### Description of the task
Every line of the entries below that mentions "roads" is to be copied out.

___ Exercise input ___

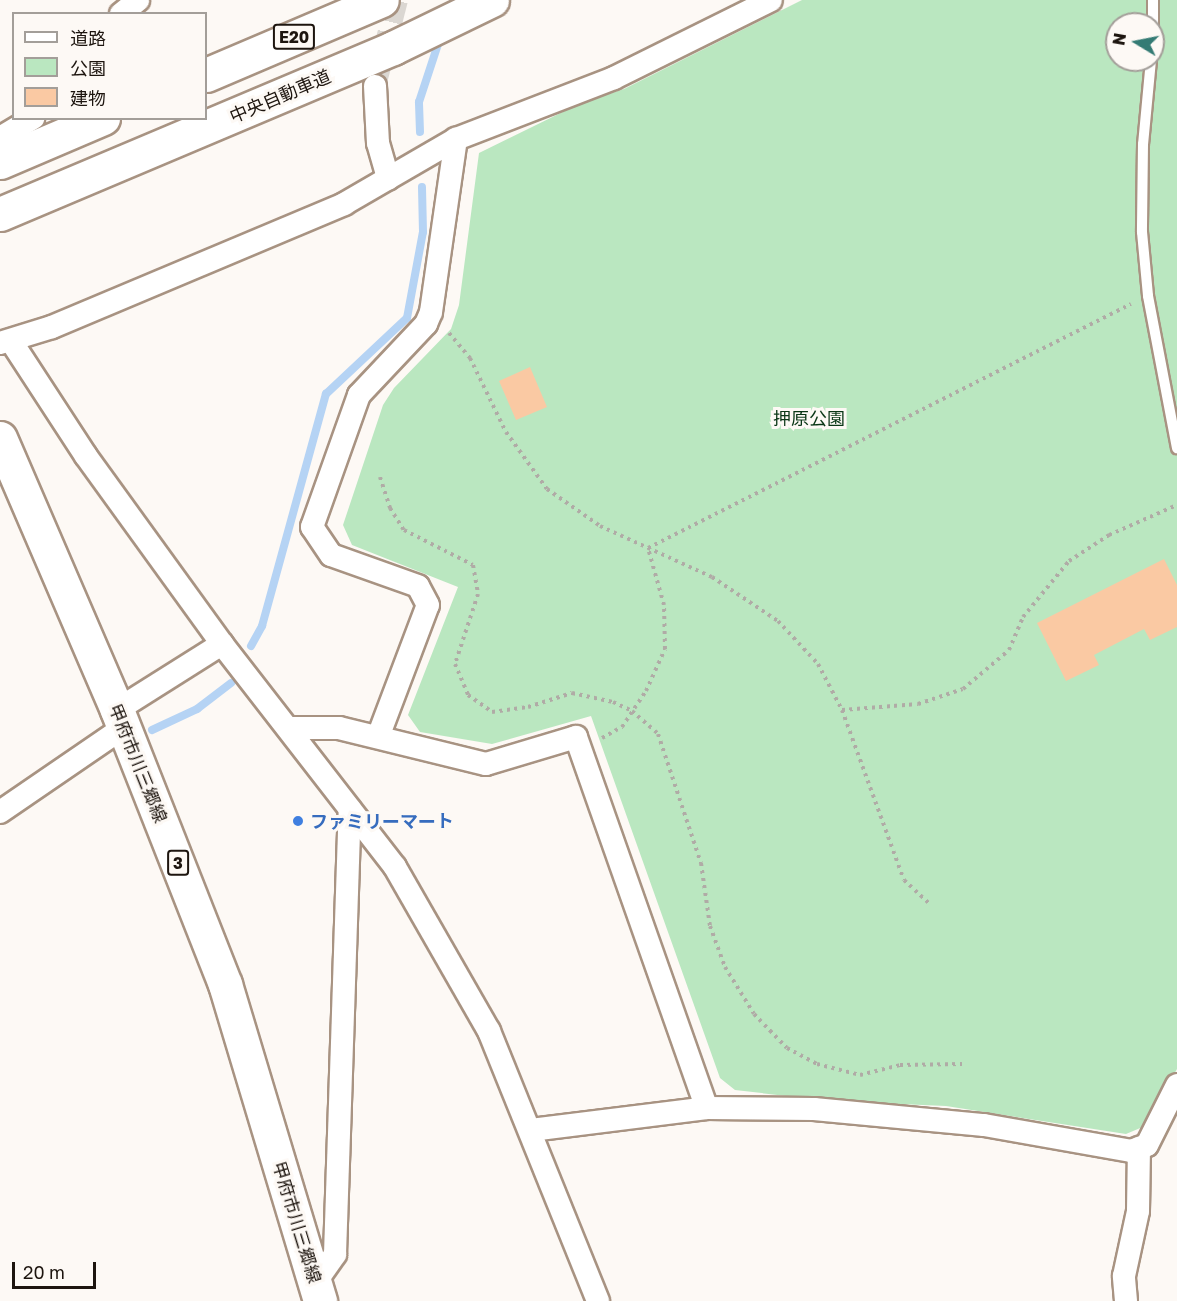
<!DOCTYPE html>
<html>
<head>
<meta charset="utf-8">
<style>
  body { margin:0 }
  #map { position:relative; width:1177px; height:1301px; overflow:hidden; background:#fdf9f5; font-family:"Golos Text","Noto Sans JP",sans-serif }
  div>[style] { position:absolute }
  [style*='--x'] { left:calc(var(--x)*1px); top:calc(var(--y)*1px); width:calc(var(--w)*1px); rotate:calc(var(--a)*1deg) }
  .green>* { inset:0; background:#bae7c0 }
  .stream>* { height:8px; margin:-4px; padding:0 4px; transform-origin:4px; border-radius:4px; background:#b5d3f4 }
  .building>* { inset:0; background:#fac9a3 }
  .minor-tunnel>* { height:22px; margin-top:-11px; transform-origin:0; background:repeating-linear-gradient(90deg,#dbd7d2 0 22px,transparent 0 33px) }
  .path>* { height:4px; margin-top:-2px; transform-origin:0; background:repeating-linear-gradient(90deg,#b0aba6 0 3px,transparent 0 7.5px) }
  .roads { filter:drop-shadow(2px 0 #a89382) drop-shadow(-2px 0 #a89382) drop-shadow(0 2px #a89382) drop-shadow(0 -2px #a89382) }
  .service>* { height:10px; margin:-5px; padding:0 5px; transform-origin:5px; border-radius:5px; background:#fff }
  .minor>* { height:22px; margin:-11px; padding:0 11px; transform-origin:11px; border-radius:11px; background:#fff }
  .primary>* { height:33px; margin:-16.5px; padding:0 16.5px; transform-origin:16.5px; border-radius:16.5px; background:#fff }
  .motorway>* { height:33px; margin:-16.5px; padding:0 16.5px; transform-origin:16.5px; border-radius:16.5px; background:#fff }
  .dots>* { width:16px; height:16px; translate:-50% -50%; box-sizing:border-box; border:3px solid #fdf9f5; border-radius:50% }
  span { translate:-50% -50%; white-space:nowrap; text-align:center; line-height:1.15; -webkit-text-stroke:6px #fdf9f5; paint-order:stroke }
  .shield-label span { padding:2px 4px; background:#fdf9f5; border:2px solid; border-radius:4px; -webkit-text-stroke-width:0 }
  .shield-label { font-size:16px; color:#1d150f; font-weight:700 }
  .street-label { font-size:18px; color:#1d150f }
  .park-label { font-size:18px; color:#0a3716 }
  .shop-label { font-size:18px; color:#366cbe; font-weight:700 }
  .left { translate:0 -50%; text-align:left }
  .legend { position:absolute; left:12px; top:12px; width:195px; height:108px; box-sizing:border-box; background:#fdf9f5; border:2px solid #a39e99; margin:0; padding:8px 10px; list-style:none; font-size:18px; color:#1d150f }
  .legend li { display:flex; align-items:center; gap:12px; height:30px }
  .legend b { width:30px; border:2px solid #a39e99 }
  .north { position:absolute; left:1105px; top:12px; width:60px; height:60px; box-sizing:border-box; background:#fdf9f5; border:2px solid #a39e99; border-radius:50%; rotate:280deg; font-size:16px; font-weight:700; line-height:24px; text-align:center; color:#1d150f }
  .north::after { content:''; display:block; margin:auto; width:21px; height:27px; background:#347b74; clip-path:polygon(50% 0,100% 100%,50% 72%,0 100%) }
  .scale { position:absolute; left:12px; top:1262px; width:84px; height:27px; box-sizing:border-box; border:3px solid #1d150f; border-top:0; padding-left:8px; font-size:18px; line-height:21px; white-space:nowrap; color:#1d150f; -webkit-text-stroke:4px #fdf9f5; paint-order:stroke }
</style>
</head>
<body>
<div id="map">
  <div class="green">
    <i style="clip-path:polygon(evenodd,802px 0,1177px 0,1177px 1069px,1145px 1126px,1126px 1134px,946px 1106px,830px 1101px,735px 1090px,720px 1078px,591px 716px,492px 744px,420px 732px,408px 715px,458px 587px,352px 545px,343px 525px,383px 405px,394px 388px,451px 329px,459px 305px,479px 153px,579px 104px,624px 89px,802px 0,1117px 24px,1153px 24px,1153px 60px,1117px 60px,1117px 24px)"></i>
  </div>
  <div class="stream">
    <i style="--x:420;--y:132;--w:30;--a:-92"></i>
    <i style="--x:419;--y:102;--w:71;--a:-71.8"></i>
    <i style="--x:251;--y:646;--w:23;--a:-61"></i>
    <i style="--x:262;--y:626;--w:241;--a:-74.6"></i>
    <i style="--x:326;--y:394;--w:111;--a:-43.2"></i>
    <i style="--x:407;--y:318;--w:87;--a:-79.5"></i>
    <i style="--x:423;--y:232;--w:45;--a:-91.3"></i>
    <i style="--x:152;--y:730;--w:50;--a:-25"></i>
    <i style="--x:197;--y:709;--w:43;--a:-37.4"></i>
  </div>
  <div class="building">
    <i style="clip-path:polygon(530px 367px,547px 407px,516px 420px,499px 381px)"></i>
    <i style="clip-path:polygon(1164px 559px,1177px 585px,1177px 627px,1150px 640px,1144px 629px,1094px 655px,1099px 665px,1066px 681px,1037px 623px)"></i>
  </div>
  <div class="minor-tunnel">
    <i style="--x:375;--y:86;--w:89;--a:-75.7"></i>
  </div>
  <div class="path">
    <i style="--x:449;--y:333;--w:33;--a:50"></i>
    <i style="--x:470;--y:358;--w:82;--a:64.1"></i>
    <i style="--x:506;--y:432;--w:70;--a:54.3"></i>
    <i style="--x:547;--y:489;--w:65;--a:34.9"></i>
    <i style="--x:600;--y:526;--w:123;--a:24.5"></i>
    <i style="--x:712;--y:577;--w:79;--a:33.7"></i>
    <i style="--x:778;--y:621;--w:59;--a:47.1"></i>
    <i style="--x:818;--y:664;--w:52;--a:62.4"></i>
    <i style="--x:842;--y:710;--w:181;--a:70"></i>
    <i style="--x:904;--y:880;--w:35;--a:43"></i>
    <i style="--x:380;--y:477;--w:33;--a:72"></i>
    <i style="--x:390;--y:508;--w:26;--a:58"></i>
    <i style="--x:404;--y:530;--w:77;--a:26.9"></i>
    <i style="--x:473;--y:565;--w:29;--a:80"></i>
    <i style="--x:478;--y:594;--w:74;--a:108.2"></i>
    <i style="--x:455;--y:664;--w:34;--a:67"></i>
    <i style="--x:468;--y:695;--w:29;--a:35"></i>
    <i style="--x:492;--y:712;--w:36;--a:-8"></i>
    <i style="--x:528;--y:707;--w:46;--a:-17.7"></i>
    <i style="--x:572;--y:693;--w:42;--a:12.4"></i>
    <i style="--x:613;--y:702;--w:21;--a:25"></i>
    <i style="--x:632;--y:711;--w:35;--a:41"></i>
    <i style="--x:658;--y:734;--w:136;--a:71.6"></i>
    <i style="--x:701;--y:863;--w:64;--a:81.9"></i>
    <i style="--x:710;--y:926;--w:44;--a:69.9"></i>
    <i style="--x:725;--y:967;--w:55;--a:58.3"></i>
    <i style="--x:754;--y:1014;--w:47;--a:45.9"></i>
    <i style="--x:787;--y:1048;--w:34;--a:28"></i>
    <i style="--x:817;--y:1064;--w:44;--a:14.3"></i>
    <i style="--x:860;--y:1075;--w:41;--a:-14"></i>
    <i style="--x:900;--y:1065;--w:62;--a:-0.9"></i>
    <i style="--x:842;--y:710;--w:76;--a:-4.5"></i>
    <i style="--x:918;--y:704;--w:47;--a:-18.4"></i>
    <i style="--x:963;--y:689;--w:60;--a:-40.3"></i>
    <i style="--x:1009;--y:650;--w:36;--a:-67"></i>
    <i style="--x:1023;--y:617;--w:72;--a:-50.6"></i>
    <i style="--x:1069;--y:561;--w:48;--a:-33"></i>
    <i style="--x:1109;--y:535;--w:74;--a:-23.8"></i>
    <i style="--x:602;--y:738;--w:23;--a:-29"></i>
    <i style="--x:622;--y:727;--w:43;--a:-56.3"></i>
    <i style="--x:646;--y:691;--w:46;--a:-65.7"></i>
    <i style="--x:665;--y:649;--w:44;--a:-91.3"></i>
    <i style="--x:664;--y:605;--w:59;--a:-105.7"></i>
    <i style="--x:648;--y:548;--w:541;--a:-26.8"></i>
  </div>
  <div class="roads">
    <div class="service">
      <i style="--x:1153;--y:0;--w:37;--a:90"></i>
      <i style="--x:1151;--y:60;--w:84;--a:95.4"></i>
      <i style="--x:1143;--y:144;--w:88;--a:90.7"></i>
      <i style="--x:1142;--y:232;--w:64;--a:84.6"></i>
      <i style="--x:1148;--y:296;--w:155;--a:79.2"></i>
    </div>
    <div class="minor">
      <i style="--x:121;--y:14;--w:22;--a:-39"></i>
      <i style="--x:375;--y:86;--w:57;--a:87"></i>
      <i style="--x:378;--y:143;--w:37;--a:74"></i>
      <i style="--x:0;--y:138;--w:39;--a:-31"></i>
      <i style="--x:11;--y:341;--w:137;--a:56.9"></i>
      <i style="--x:86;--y:456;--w:232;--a:54.1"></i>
      <i style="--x:222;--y:644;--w:282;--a:52.2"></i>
      <i style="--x:395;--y:867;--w:189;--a:60.2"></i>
      <i style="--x:489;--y:1031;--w:291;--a:68"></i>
      <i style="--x:0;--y:343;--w:54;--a:-17.1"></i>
      <i style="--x:52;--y:327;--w:317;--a:-22.8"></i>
      <i style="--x:344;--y:204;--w:129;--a:-30.1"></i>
      <i style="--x:456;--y:139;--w:169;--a:-21.1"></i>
      <i style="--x:614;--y:78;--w:175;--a:-26.4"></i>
      <i style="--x:117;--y:710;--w:124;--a:-32.2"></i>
      <i style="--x:288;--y:728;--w:51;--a:0"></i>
      <i style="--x:339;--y:728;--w:151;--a:13.8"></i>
      <i style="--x:486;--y:764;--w:94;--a:-16.7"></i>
      <i style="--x:576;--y:737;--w:393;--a:70.6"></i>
      <i style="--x:378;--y:737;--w:141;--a:-69.3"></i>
      <i style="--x:428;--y:605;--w:21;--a:-118"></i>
      <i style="--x:418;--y:586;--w:92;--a:-160.4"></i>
      <i style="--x:331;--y:555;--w:34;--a:-124"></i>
      <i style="--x:312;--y:527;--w:140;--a:-70.4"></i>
      <i style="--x:359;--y:395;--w:98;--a:-46.7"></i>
      <i style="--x:426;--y:324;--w:13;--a:-67"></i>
      <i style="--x:431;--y:312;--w:175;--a:-81.8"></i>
      <i style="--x:0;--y:812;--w:150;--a:-34.4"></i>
      <i style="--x:531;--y:1130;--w:177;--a:-7.1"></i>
      <i style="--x:707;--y:1108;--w:107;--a:0.5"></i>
      <i style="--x:814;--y:1109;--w:171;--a:5.4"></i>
      <i style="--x:984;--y:1125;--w:149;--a:10"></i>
      <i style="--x:1131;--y:1151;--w:17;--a:-21"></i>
      <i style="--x:1147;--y:1145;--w:67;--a:-63.4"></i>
      <i style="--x:315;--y:1283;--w:35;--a:-55"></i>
      <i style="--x:335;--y:1254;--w:445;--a:-88.1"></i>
      <i style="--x:1126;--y:1301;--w:25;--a:-95"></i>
      <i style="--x:1124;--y:1276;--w:66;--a:-77.8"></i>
      <i style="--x:1138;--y:1211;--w:63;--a:-89.1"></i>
    </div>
    <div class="primary">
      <i style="--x:0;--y:438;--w:296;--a:66.7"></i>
      <i style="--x:117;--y:710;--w:295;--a:68.5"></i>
      <i style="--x:225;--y:984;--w:331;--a:73.3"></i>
    </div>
    <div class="motorway">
      <i style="--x:206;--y:75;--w:191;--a:-23.1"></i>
      <i style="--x:0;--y:162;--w:112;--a:-23.1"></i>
      <i style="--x:0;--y:214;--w:427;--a:-22.9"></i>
      <i style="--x:393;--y:48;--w:110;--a:-25.9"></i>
    </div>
  </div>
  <div class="dots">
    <i style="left:298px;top:821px;background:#3f7fe0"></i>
  </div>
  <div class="shield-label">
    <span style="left:294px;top:37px">E20</span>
    <span style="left:178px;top:863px">3</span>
  </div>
  <div class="street-label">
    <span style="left:280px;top:96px;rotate:-23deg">中央自動車道</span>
    <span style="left:138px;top:763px;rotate:68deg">甲府市川三郷線</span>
    <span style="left:297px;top:1222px;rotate:73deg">甲府市川三郷線</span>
  </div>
  <div class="park-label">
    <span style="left:809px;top:418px">押原公園</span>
  </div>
  <div class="shop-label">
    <span class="left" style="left:310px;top:821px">ファミリーマート</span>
  </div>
  <ul class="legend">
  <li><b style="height:8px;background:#fff"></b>道路</li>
  <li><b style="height:16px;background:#bae7c0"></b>公園</li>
  <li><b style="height:16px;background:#fac9a3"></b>建物</li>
  </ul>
  <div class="north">N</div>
  <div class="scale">20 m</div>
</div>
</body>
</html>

___

### Response for this exercise
  .roads { filter:drop-shadow(2px 0 #a89382) drop-shadow(-2px 0 #a89382) drop-shadow(0 2px #a89382) drop-shadow(0 -2px #a89382) }
  <div class="roads">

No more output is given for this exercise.